Non voglio giustificare questo comportamento subdolo, ma posso affermare con certezza, che il motivo dietro a questo bisogno di manipolare, era la mia immensa paura di lasciare andare, di lasciare che gli altri decidessero per sé stessi. E' come se nella mia mente costruissi dei modelli di simulazione, dove cercavo di reperire quante più informazioni possibili per riuscire a creare degli scenari plausibili di comportamento e, quindi, studiare in anticipo le mie reazioni. Tutto questo ancora prima che il fatto avvenisse. Praticamente ho vissuto una vita dove continuamente cercavo di predire il futuro per “evitare” di uscirne perdente, per avere sempre la situazione “sotto controllo” e per essere sempre pronta ad agire (reagire).

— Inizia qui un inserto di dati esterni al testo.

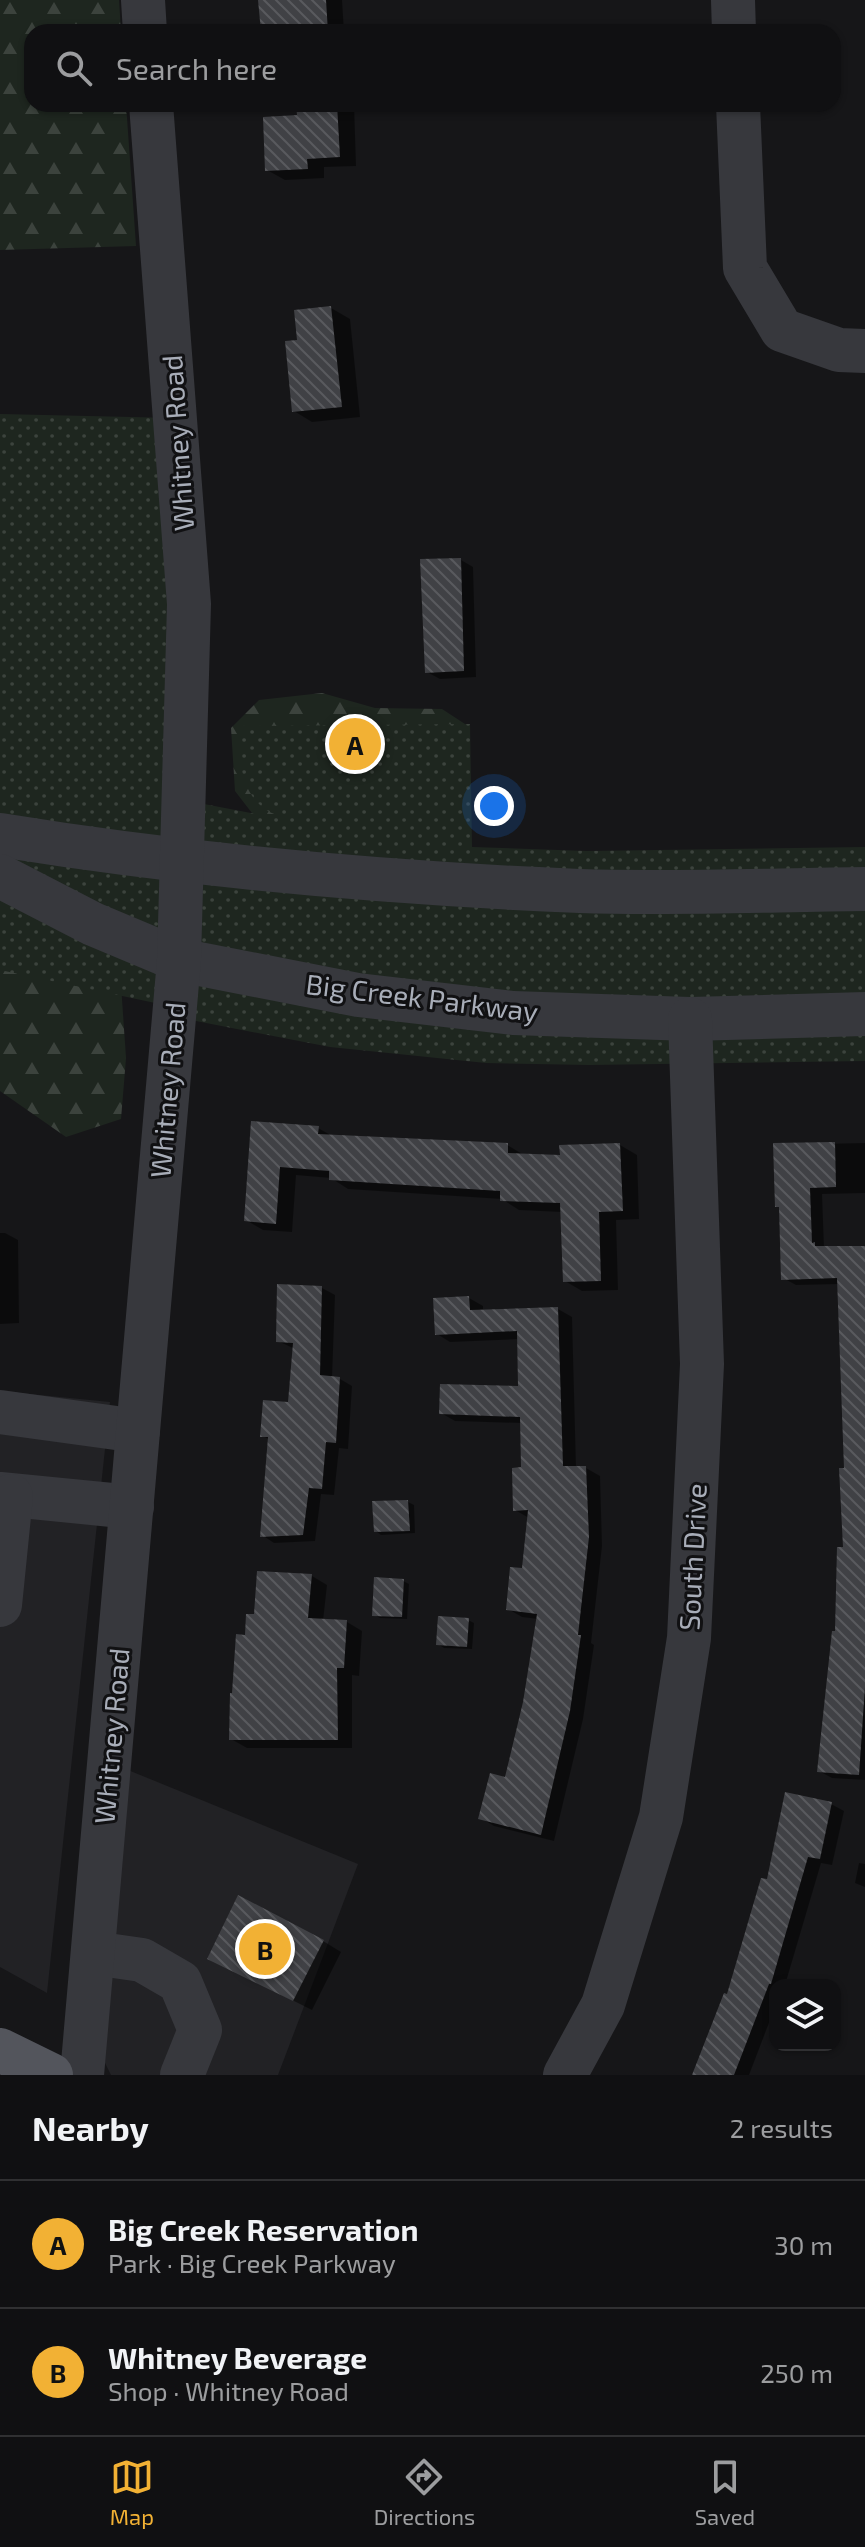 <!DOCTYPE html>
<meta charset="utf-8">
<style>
body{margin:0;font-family:"Exo 2",sans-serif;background:#19191b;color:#f1f3f6}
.controls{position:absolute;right:24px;bottom:24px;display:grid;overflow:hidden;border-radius:16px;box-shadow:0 2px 6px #0004}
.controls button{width:72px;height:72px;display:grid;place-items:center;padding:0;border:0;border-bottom:2px solid #303032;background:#101012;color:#f1f3f6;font:40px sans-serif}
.you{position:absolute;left:494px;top:806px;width:28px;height:28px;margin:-20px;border:6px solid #fff;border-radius:50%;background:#1a73e8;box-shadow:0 0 0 12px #1a73e833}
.badge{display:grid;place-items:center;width:52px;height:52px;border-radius:50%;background:#f2b134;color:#111;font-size:26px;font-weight:700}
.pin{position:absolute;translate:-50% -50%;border:4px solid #fff;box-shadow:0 2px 8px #0006}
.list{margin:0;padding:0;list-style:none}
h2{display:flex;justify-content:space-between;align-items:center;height:104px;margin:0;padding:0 32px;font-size:34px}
h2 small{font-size:26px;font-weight:400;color:#9c9d9f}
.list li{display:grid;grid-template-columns:52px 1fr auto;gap:24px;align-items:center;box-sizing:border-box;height:128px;padding:0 32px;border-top:2px solid #303032}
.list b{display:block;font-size:30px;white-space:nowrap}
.list p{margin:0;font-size:26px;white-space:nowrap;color:#9c9d9f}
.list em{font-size:26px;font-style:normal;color:#9c9d9f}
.icon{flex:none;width:44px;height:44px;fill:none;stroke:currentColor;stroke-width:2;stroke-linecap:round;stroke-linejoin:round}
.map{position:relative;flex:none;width:865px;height:2075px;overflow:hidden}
.search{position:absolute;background:#101012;box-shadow:0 2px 6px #0004;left:24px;right:24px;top:24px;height:88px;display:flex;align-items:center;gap:20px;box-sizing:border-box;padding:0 28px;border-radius:24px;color:#9c9d9f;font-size:30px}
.sheet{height:360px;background:#101012}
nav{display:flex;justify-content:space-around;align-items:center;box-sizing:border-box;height:112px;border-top:2px solid #303032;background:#101012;font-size:22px;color:#9c9d9f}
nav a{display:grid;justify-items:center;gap:4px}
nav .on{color:#f2b134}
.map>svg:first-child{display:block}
</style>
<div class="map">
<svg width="865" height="2075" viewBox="0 0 865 2075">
<defs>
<pattern id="forest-firs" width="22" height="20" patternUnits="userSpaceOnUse" patternTransform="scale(2)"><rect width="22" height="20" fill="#1e261f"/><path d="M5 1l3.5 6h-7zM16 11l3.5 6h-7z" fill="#3c433d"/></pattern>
<pattern id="park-dots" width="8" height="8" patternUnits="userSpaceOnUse" patternTransform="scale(2)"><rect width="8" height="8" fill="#1e261f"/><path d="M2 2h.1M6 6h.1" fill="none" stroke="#3c433d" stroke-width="1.8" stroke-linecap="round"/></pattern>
<pattern id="building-back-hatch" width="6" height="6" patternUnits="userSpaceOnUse" patternTransform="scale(2)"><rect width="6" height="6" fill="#404145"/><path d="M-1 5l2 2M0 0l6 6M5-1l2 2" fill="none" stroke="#595a5e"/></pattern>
</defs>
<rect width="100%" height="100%" fill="#161618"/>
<g fill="#222225">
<polygon points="0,1391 110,1402 47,1993 0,1967"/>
<polygon points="128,1770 358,1864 278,2075 111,2075 104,2061"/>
</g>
<g fill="url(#forest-firs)">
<polygon points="0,0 119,0 121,32 32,32 32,104 126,104 136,246 0,250"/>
<polygon points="322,693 375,708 442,709 465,724 268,834 235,791 231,728 259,700"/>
<polygon points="0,916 120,971 126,1058 121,1119 66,1137 0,1091"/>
</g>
<path fill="url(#park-dots)" d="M 0,414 L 174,418 L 178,799 L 288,820 C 281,816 271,814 265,809 C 238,789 239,757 241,726 L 470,724 L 472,847 L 587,851 L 865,847 L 865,1061 L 589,1065 L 486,1063 L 330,1047 L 191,1020 L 160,1004 L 0,970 Z"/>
<g fill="#0007">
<polygon points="260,0 342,0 344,32 263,32"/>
<polygon points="298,104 354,104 356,166 324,167 324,178 285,180 267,170 299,117"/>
<polygon points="331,308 350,319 360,417 312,422 294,411 299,341"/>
<polygon points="461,560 473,567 476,677 440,679 427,672"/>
<polygon points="253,1123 318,1128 334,1137 507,1145 524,1155 562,1157 620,1145 637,1155 639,1219 616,1220 618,1290 582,1291 565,1281 562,1212 519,1210 502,1199 348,1189 331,1178 296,1175 292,1232 263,1230 246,1220"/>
<polygon points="865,1143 865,1193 822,1194 824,1248 865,1246 865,1780 832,1778 819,1771 837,1634 845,1549 846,1470 839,1284 796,1285 783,1278 781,1208 775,1145"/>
<polygon points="0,1233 5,1233 18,1240 19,1323 0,1324"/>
<polygon points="322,1288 335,1295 332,1378 340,1379 352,1386 348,1449 339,1448 334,1495 321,1494 315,1541 274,1543 262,1535 270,1440 263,1436 290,1404 295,1349 278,1341"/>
<polygon points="469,1298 483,1306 483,1312 558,1309 572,1317 576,1468 586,1468 600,1476 602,1546 591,1643 594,1645 583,1719 554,1841 494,1826 481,1818 506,1779 525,1703 538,1619 522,1617 508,1609 524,1571 529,1518 515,1510 523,1469 522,1423 455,1421 441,1413 521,1388 519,1339 450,1342 437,1334"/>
<polygon points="408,1502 414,1505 415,1533 381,1535 376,1531"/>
<polygon points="312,1576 327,1585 323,1621 347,1622 362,1631 359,1676 352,1675 352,1748 247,1748 231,1739 247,1637 256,1616"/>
<polygon points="403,1581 409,1584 407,1619 380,1618 374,1615"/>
<polygon points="468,1620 474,1623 472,1649 444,1648 438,1644"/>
<polygon points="831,1804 844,1811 832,1865 821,1863 785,1985 775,1985 775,2007 749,2075 694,2075 728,1997 768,1882"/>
<polygon points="859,1863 865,1864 865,1887 855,1883"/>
<polygon points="323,1941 341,1952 312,2010 228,1968"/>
</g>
<g fill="url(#building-back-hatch)">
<polygon points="258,0 326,0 328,32 261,32"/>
<polygon points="296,104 337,104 340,157 307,159 308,169 265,171 263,117 297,115"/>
<polygon points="331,306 342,407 292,412 285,341 297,340 294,310"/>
<polygon points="461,558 464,671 425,673 420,559"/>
<polygon points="251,1121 319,1126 318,1134 508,1143 508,1153 560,1155 559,1145 620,1143 623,1211 599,1212 601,1281 563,1282 560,1203 500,1201 500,1191 329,1180 329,1171 280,1167 276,1224 244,1221"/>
<polygon points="835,1142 836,1187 810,1188 812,1243 815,1242 815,1246 865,1246 865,1687 859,1775 817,1772 832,1631 835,1631 837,1547 843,1547 839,1468 844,1468 837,1278 781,1280 779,1207 775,1207 773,1143"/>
<polygon points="277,1284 322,1286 320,1375 340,1377 336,1443 326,1442 322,1489 309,1488 303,1535 260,1537 268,1437 260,1437 263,1400 288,1402 293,1343 276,1342"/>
<polygon points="469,1296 470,1310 558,1307 563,1466 586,1466 589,1537 578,1635 581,1635 570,1711 541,1835 478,1819 490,1773 505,1777 523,1702 537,1614 506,1610 510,1567 522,1568 528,1510 513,1511 512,1468 521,1467 520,1417 439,1414 440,1384 518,1386 517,1331 435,1335 433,1298"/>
<polygon points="408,1500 410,1531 374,1532 372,1501"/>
<polygon points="257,1571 312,1574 308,1618 347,1620 344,1668 337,1668 338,1740 229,1740 230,1693 232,1693 236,1634 245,1635 246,1614 254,1614"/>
<polygon points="374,1577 404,1579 402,1617 372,1616"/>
<polygon points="438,1616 469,1618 467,1647 436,1645"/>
<polygon points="785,1792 832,1802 820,1859 808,1857 771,1984 769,1984 734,2075 692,2075 724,1993 727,1994 761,1878 767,1879"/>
<polygon points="238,1895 324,1940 293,2001 207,1959"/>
</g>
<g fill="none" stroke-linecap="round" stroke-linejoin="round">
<g stroke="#37383d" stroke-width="44">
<polyline points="143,0 145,32"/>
<polyline points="733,0 734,32"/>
<polyline points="738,104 745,268 782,330 839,350 865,351"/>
<path d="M 0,835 C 191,866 386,883 580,891 C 674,894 770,890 865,889"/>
<polyline points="0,876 93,924 179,960 358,995 513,1013 690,1019 865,1014"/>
<polyline points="0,1412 138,1431"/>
<polyline points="0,1494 132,1507"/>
<polyline points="0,1605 11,1496"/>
<polyline points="93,1953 142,1960 180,1982 200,2030 182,2075"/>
<polyline points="82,2075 179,960 189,604 151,104"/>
<polyline points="565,2075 603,2005 661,1817 689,1638 702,1364 690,1019"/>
</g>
<polyline stroke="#53555c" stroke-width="44" points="0,2050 51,2075"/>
</g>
<g text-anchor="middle" stroke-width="6" stroke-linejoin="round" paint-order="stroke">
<g font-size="28" fill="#a8adb8" stroke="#111113">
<text transform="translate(178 443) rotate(-94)" y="10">Whitney Road</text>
<text transform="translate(422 998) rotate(7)" y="10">Big Creek Parkway</text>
<text transform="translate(168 1090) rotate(-85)" y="10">Whitney Road</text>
<text transform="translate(693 1557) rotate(-87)" y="10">South Drive</text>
<text transform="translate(112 1736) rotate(-85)" y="10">Whitney Road</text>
</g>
</g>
</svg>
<div class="controls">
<button><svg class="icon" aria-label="layers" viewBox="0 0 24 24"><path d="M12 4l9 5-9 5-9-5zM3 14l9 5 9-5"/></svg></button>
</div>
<div class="you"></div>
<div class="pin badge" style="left:355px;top:744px">A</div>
<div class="pin badge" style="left:265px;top:1949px">B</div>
<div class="search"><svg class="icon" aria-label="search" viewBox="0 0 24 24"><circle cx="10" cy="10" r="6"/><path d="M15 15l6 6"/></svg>Search here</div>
</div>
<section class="sheet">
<h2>Nearby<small>2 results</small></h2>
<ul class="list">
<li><span class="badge">A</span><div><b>Big Creek Reservation</b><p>Park · Big Creek Parkway</p></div><em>30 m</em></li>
<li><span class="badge">B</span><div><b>Whitney Beverage</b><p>Shop · Whitney Road</p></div><em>250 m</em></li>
</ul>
</section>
<nav>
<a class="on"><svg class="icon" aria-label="map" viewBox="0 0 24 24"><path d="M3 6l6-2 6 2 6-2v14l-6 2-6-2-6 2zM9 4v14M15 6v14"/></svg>Map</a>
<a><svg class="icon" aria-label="directions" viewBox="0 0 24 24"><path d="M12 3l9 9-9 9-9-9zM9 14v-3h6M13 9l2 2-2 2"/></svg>Directions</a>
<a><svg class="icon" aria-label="saved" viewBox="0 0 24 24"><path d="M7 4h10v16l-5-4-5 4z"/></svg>Saved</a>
</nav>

Odiavo le sorprese. Odiavo ciò che non potevo prevedere. Odiavo quella sensazione di ansia quando qualcosa mi stava sfuggendo di mano.

Immaginate le energie spese nel voler continuamente decodificare ogni minimo comportamento, nel voler reperire ogni informazione, nel sentire il bisogno di captare ogni parola, immagazzinarla e studiarne il tono per poter arricchire il mio database del modello simulativo.

Il punto è che, per 28 anni della mia vita, non ho avuto la forza di riconoscere che questo comportamento non solo faceva male alle persone intorno a me (mancanza di fiducia, incapacità di amare incondizionatamente), ma era estremamente tossico per me stessa.

Negli ultimi 12 mesi ho sperimentato qualcosa di meraviglioso. A volte io lo considero un miracolo, perché mi sento finalmente libera, come se avessi tagliato le catene che mi imprigionavano e mi costringevano a vivere sotto il potere del controllo.

Nei giorni successivi alla fine della mia relazione precedente a Michael, mio attuale compagno, ho avuto la fortuna di incontrare una donna meravigliosa, Kathy.

Kathy non solo si è presa cura di me, ma ha lasciato un enorme segno nella mia vita. Ogni sera, per una settimana (in cui sono stata ospite a casa sua vicino ad una delle spiagge più belle di San Diego County – Encinidas) ci sedevamo nella sua veranda, al buio. Potevamo sentire il rumore del mare e vedere le stelle. 

 
 

In particolare, una sera, Kathy, in risposta alla mia necessità maniacale nel reperire informazioni (si è collegato su Facebook? Sta seguendo qualcuno di nuovo su Instagram? E’ collegato su Skype, quindi sta lavorando?.....I social media sono i migliori alleati per chi come me vive posseduto dal bisogno di controllo…Ma questa è un’altra storia!) su colui che pochi giorni prima mi aveva sbattuta fuori di casa ubriaco, perché io ero “depressa” avendo subito un aborto spontaneo poche settimane prima,  mi disse:

“Anche se avessi il potere di ottenere tutte le informazioni reperibili su questo pianeta, anche se avessi la possibilità di installare una telecamera in casa sua e avere accesso alle immagini 24/7, non avresti comunque alcun controllo. Il controllo che pensi di avere è solo un’illusione. La manipolazione non porta altro che a relazioni malate. Prova a pensare che ogni essere umano ha la dignità di esprimere ciò che vuole, come lo desidera, di agire secondo i propri valori, le proprie esperienze ed i propri bisogni. Chi sei tu per togliere questa dignità alle persone che hai accanto?”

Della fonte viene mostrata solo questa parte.